한빛사논문
JeongJun Park 1,2†, Seolmin Kim 1,3†, HyungGoo R. Kim 1,3, Joonyeol Lee 1,3,4*
1Center for Neuroscience Imaging Research, Institute for Basic Science (IBS), Suwon 16419, Republic of Korea.
2Department of Neuroscience, Washington University School of Medicine, St. Louis, MO 63110, United States of America.
3Department of Biomedical Engineering, Sungkyunkwan University, Suwon 16419, Republic of Korea.
4Department of Intelligent Precision Healthcare Convergence, Sungkyunkwan University, Suwon 16419, Republic of Korea.

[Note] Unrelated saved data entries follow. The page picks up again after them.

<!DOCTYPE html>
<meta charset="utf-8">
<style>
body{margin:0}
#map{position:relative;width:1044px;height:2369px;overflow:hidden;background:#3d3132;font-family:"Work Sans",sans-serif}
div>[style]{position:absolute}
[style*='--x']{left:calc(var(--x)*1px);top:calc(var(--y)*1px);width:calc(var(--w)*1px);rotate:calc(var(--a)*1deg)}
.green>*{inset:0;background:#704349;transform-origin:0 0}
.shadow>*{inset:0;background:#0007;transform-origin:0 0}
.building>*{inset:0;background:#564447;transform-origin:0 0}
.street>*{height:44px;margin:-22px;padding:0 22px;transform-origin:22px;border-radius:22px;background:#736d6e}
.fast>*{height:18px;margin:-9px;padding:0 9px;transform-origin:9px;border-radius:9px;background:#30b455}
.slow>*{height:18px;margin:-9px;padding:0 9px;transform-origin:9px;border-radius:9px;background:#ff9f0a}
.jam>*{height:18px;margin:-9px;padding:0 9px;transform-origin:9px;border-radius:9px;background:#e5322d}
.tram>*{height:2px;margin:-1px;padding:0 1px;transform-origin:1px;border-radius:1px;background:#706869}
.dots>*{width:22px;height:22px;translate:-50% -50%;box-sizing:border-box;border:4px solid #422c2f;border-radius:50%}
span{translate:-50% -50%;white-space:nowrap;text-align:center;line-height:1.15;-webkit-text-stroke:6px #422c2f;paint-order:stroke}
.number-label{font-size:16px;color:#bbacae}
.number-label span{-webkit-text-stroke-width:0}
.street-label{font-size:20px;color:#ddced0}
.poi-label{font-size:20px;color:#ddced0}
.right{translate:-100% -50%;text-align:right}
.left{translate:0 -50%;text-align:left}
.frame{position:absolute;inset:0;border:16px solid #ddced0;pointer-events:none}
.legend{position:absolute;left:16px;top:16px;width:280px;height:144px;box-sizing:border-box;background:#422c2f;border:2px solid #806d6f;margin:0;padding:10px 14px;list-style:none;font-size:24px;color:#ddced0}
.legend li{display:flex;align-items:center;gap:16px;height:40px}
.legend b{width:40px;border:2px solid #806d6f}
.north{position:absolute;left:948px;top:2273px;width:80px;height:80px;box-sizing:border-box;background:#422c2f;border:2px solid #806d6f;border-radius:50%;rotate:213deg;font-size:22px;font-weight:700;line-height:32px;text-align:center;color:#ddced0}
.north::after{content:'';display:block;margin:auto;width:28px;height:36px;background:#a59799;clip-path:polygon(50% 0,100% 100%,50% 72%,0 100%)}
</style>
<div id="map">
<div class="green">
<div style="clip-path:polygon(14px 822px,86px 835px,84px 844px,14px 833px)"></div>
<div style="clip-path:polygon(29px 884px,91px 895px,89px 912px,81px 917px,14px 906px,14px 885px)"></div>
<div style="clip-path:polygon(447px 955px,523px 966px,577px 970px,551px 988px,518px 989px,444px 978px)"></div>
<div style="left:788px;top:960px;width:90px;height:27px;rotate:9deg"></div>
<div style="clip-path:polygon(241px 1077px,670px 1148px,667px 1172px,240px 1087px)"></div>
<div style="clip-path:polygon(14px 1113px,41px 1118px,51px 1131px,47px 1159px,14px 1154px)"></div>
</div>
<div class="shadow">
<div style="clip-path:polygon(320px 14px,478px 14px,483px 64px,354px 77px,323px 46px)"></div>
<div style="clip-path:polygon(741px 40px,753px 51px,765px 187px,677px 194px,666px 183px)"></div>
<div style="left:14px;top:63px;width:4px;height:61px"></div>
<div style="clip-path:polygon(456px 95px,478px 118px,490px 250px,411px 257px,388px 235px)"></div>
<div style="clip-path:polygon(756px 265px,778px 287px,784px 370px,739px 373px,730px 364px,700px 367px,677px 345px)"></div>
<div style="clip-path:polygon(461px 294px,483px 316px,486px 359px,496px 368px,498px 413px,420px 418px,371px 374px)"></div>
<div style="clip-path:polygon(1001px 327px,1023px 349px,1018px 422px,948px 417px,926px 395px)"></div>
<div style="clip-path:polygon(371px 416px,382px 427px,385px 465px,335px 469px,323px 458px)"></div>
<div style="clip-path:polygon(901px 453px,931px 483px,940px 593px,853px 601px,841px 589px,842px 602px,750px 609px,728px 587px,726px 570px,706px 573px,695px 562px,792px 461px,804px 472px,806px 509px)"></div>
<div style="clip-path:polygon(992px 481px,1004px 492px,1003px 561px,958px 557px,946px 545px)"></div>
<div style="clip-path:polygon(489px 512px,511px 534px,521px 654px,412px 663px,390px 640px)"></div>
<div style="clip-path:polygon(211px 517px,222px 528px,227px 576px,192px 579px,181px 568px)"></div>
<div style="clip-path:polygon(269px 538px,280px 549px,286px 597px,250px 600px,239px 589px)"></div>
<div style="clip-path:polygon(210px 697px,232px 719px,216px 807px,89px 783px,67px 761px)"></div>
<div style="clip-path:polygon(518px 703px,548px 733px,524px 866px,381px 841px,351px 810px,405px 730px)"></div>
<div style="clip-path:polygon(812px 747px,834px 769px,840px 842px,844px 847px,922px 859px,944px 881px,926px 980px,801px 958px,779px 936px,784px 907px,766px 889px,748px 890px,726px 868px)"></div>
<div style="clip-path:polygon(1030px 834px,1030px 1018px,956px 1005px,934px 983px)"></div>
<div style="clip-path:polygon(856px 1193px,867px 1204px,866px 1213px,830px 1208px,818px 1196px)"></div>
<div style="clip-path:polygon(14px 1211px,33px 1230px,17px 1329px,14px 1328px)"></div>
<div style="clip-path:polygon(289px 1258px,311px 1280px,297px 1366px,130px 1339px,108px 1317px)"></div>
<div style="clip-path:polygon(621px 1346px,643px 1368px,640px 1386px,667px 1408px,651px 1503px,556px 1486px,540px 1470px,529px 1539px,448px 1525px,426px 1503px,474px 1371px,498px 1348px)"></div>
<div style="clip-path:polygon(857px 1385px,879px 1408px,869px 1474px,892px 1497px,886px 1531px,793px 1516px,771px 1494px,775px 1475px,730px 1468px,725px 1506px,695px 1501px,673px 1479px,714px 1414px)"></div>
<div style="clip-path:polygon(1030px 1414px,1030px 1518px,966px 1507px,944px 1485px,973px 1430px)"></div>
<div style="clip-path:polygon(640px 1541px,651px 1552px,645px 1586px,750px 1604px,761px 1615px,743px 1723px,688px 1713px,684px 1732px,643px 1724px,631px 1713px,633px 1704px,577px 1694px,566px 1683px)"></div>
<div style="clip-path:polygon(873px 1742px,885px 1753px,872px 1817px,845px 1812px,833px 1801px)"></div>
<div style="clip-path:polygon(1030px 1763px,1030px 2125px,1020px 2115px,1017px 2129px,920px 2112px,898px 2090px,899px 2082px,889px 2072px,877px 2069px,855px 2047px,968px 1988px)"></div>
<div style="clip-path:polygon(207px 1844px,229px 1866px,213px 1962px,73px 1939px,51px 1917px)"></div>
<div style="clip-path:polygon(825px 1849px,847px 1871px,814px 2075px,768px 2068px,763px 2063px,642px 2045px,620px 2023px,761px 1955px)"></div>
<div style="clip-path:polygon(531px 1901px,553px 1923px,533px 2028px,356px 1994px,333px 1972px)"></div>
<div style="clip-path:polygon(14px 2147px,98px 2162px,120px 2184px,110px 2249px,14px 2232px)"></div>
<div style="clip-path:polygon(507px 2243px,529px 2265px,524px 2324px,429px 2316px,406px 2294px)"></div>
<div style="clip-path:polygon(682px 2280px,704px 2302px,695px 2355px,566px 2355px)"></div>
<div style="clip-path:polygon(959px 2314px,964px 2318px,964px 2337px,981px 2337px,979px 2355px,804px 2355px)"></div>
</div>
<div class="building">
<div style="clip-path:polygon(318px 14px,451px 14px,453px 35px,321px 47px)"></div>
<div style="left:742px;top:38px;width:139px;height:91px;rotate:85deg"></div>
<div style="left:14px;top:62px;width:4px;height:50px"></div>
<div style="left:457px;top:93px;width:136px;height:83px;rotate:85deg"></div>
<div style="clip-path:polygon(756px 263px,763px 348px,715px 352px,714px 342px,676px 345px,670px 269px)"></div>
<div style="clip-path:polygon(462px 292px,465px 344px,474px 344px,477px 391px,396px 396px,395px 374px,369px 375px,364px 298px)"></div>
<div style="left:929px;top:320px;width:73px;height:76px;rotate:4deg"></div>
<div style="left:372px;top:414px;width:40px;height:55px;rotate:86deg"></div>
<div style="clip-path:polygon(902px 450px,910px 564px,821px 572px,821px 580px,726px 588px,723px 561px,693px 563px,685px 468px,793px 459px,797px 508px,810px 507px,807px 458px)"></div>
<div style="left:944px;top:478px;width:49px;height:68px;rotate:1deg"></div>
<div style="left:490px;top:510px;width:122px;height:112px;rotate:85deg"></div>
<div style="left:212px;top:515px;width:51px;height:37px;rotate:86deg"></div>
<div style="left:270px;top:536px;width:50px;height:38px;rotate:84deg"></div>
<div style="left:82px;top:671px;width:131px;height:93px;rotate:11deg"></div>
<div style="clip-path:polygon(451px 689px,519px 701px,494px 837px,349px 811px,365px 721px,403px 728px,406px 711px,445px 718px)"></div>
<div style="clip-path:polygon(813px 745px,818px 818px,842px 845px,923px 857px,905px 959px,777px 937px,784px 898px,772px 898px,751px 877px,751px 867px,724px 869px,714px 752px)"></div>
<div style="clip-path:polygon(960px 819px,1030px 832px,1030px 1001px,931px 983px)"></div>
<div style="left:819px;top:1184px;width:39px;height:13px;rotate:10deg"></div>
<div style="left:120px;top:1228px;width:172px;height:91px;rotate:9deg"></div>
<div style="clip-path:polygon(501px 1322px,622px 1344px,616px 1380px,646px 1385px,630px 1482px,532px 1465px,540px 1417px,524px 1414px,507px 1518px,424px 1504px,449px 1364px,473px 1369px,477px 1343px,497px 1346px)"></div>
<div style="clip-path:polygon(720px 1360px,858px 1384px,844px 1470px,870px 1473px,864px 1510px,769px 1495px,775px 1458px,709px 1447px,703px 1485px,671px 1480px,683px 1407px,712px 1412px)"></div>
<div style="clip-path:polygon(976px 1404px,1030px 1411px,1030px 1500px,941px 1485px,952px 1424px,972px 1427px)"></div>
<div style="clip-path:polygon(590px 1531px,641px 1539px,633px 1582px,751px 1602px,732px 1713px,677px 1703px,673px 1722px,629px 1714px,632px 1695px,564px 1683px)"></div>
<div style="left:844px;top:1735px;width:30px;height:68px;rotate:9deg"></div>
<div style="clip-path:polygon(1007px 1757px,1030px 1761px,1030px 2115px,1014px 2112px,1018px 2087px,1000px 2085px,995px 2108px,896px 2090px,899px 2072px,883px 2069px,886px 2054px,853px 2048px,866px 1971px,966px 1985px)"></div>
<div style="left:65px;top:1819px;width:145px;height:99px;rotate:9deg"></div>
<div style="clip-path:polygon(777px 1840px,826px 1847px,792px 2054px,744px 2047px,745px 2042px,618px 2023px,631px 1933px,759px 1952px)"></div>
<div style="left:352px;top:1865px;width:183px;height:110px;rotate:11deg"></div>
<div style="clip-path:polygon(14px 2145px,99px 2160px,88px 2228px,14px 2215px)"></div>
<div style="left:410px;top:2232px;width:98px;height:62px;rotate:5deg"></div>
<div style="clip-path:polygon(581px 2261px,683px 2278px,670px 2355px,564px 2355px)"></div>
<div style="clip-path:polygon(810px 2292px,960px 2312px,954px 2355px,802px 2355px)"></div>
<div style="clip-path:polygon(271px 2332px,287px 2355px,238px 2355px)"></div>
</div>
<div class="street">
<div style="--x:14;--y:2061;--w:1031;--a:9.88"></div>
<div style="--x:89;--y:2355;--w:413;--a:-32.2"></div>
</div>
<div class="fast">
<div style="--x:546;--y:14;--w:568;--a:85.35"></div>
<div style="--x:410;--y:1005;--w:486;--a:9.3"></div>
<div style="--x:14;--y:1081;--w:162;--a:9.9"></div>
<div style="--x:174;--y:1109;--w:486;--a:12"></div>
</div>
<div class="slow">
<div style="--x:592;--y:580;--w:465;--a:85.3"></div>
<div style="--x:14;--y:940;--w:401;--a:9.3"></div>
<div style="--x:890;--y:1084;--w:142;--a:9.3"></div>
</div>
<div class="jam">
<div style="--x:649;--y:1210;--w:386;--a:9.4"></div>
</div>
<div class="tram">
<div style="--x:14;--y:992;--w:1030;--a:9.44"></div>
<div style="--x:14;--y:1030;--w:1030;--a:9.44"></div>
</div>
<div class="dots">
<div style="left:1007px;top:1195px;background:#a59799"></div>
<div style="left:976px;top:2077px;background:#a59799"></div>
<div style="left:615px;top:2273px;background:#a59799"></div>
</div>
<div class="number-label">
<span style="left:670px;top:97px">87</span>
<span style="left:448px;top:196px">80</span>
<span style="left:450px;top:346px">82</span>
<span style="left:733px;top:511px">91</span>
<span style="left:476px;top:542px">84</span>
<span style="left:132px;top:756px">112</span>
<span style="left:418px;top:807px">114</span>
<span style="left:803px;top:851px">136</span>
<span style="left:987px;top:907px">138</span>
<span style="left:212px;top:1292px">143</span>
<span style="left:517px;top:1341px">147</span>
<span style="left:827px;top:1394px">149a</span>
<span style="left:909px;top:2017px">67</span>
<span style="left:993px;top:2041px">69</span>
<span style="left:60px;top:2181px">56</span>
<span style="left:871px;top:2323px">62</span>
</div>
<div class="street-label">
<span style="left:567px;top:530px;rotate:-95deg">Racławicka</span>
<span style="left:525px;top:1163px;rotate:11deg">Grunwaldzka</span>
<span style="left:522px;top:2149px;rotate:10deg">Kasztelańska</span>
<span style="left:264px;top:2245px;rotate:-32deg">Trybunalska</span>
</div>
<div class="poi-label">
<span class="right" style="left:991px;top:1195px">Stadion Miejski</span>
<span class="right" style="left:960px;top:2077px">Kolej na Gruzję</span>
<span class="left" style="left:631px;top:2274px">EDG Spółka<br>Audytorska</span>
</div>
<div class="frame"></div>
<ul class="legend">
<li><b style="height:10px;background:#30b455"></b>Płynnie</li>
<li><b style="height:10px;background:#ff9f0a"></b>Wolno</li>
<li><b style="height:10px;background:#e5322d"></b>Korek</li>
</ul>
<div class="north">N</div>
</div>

*Corresponding author: correspondence to Joonyeol Lee
†These authors contributed equally to this work
Abstract
Prior knowledge facilitates our perception and goal-directed behaviors, particularly when sensory input is lacking or noisy. However, the neural mechanisms underlying the improvement in sensorimotor behavior by prior expectations remain unknown. In this study, we examine the neural activity in the middle temporal (MT) area of visual cortex while monkeys perform a smooth pursuit eye movement task with prior expectation of the visual target’s motion direction. Prior expectations discriminately reduce the MT neural responses depending on their preferred directions, when the sensory evidence is weak. This response reduction effectively sharpens neural population direction tuning. Simulations with a realistic MT population demonstrate that sharpening the tuning can explain the biases and variabilities in smooth pursuit, suggesting that neural computations in the sensory area alone can underpin the integration of prior knowledge and sensory evidence. State-space analysis further supports this by revealing neural signals of prior expectations in the MT population activity that correlate with behavioral changes.